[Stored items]
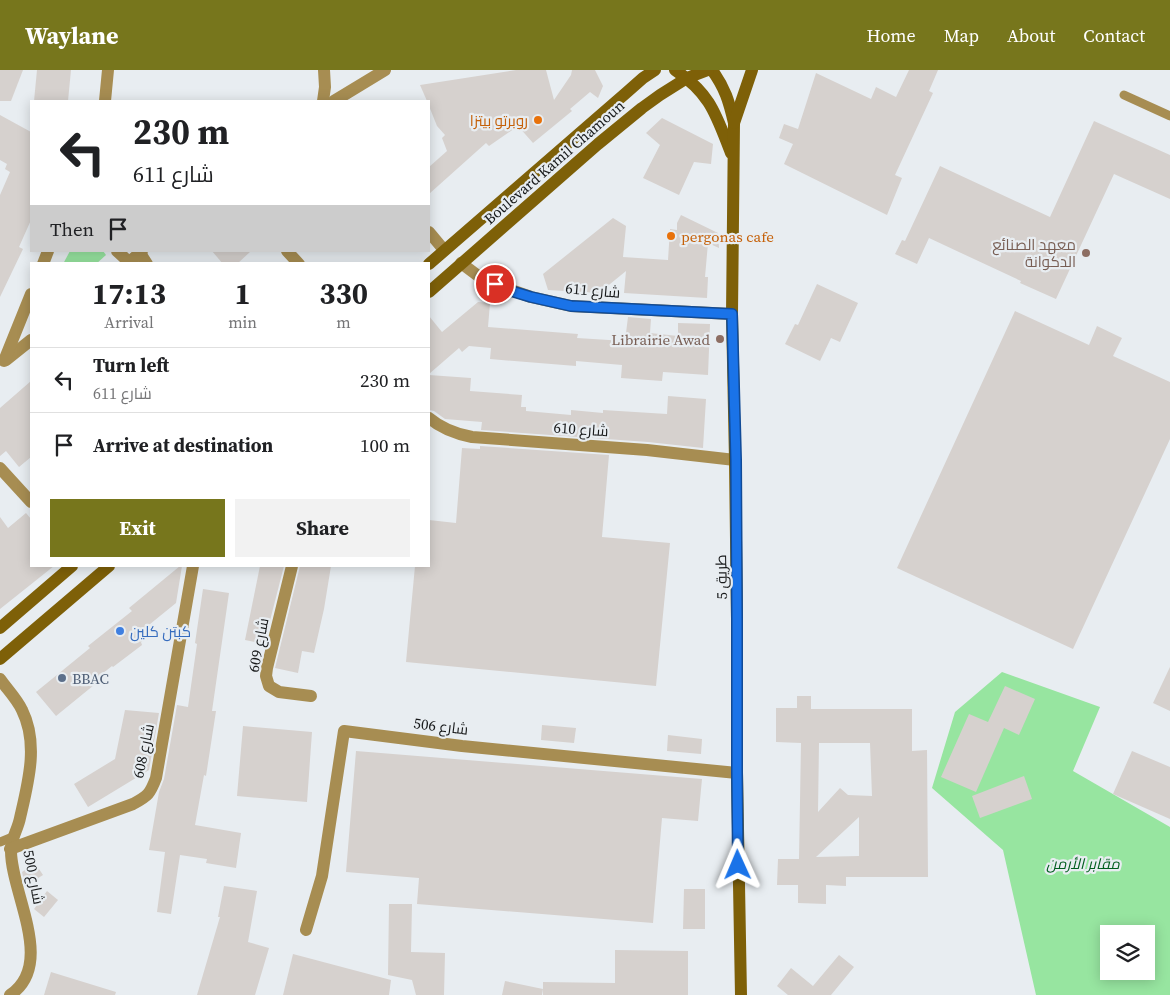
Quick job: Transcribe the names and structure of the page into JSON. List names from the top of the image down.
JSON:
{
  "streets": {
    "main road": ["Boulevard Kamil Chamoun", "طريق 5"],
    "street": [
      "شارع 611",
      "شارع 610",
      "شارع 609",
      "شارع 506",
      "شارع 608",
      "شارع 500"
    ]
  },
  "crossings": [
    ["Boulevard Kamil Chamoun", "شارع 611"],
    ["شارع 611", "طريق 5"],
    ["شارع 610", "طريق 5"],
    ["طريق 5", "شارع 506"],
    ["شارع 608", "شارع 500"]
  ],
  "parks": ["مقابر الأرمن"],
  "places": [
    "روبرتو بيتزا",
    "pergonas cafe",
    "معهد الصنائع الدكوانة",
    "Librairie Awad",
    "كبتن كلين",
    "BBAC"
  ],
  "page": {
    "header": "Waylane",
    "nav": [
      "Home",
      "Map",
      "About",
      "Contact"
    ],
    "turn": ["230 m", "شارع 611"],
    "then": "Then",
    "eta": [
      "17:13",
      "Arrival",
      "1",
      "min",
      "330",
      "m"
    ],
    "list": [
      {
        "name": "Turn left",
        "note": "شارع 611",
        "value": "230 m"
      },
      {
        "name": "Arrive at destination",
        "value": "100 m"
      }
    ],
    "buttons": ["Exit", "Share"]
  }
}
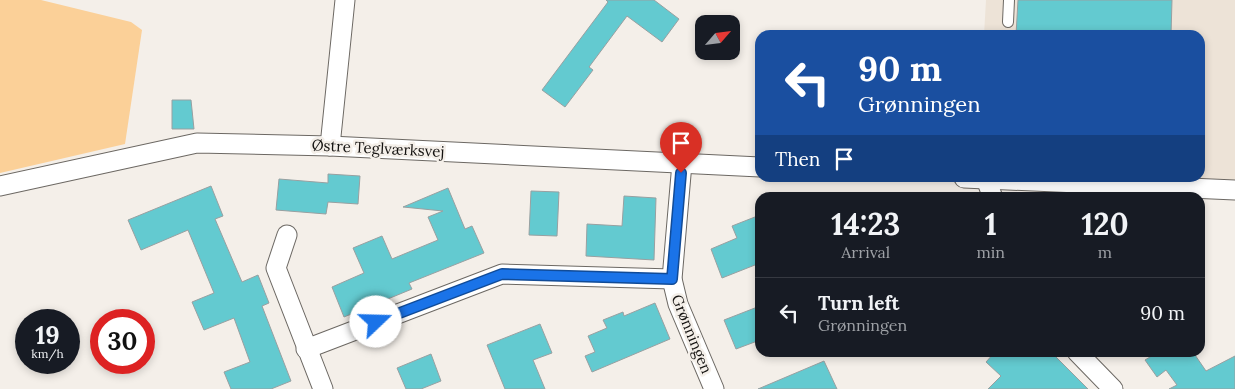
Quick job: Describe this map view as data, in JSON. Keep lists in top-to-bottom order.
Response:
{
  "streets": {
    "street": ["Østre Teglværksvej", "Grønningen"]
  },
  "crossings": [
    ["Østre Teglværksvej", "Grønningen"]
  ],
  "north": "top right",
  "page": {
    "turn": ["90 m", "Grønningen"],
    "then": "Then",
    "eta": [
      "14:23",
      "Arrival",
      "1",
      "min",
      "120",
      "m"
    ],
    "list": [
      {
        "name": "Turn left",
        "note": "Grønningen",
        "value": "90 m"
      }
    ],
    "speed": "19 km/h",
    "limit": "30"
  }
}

What you need to do —
Without including any pictures, output each entry above exactly as it appears.

Answer to the problem —
Quick job: Transcribe the names and structure of the page into JSON. List names from the top of the image down.
JSON:
{
  "streets": {
    "main road": ["Boulevard Kamil Chamoun", "طريق 5"],
    "street": [
      "شارع 611",
      "شارع 610",
      "شارع 609",
      "شارع 506",
      "شارع 608",
      "شارع 500"
    ]
  },
  "crossings": [
    ["Boulevard Kamil Chamoun", "شارع 611"],
    ["شارع 611", "طريق 5"],
    ["شارع 610", "طريق 5"],
    ["طريق 5", "شارع 506"],
    ["شارع 608", "شارع 500"]
  ],
  "parks": ["مقابر الأرمن"],
  "places": [
    "روبرتو بيتزا",
    "pergonas cafe",
    "معهد الصنائع الدكوانة",
    "Librairie Awad",
    "كبتن كلين",
    "BBAC"
  ],
  "page": {
    "header": "Waylane",
    "nav": [
      "Home",
      "Map",
      "About",
      "Contact"
    ],
    "turn": ["230 m", "شارع 611"],
    "then": "Then",
    "eta": [
      "17:13",
      "Arrival",
      "1",
      "min",
      "330",
      "m"
    ],
    "list": [
      {
        "name": "Turn left",
        "note": "شارع 611",
        "value": "230 m"
      },
      {
        "name": "Arrive at destination",
        "value": "100 m"
      }
    ],
    "buttons": ["Exit", "Share"]
  }
}
Quick job: Describe this map view as data, in JSON. Keep lists in top-to-bottom order.
Response:
{
  "streets": {
    "street": ["Østre Teglværksvej", "Grønningen"]
  },
  "crossings": [
    ["Østre Teglværksvej", "Grønningen"]
  ],
  "north": "top right",
  "page": {
    "turn": ["90 m", "Grønningen"],
    "then": "Then",
    "eta": [
      "14:23",
      "Arrival",
      "1",
      "min",
      "120",
      "m"
    ],
    "list": [
      {
        "name": "Turn left",
        "note": "Grønningen",
        "value": "90 m"
      }
    ],
    "speed": "19 km/h",
    "limit": "30"
  }
}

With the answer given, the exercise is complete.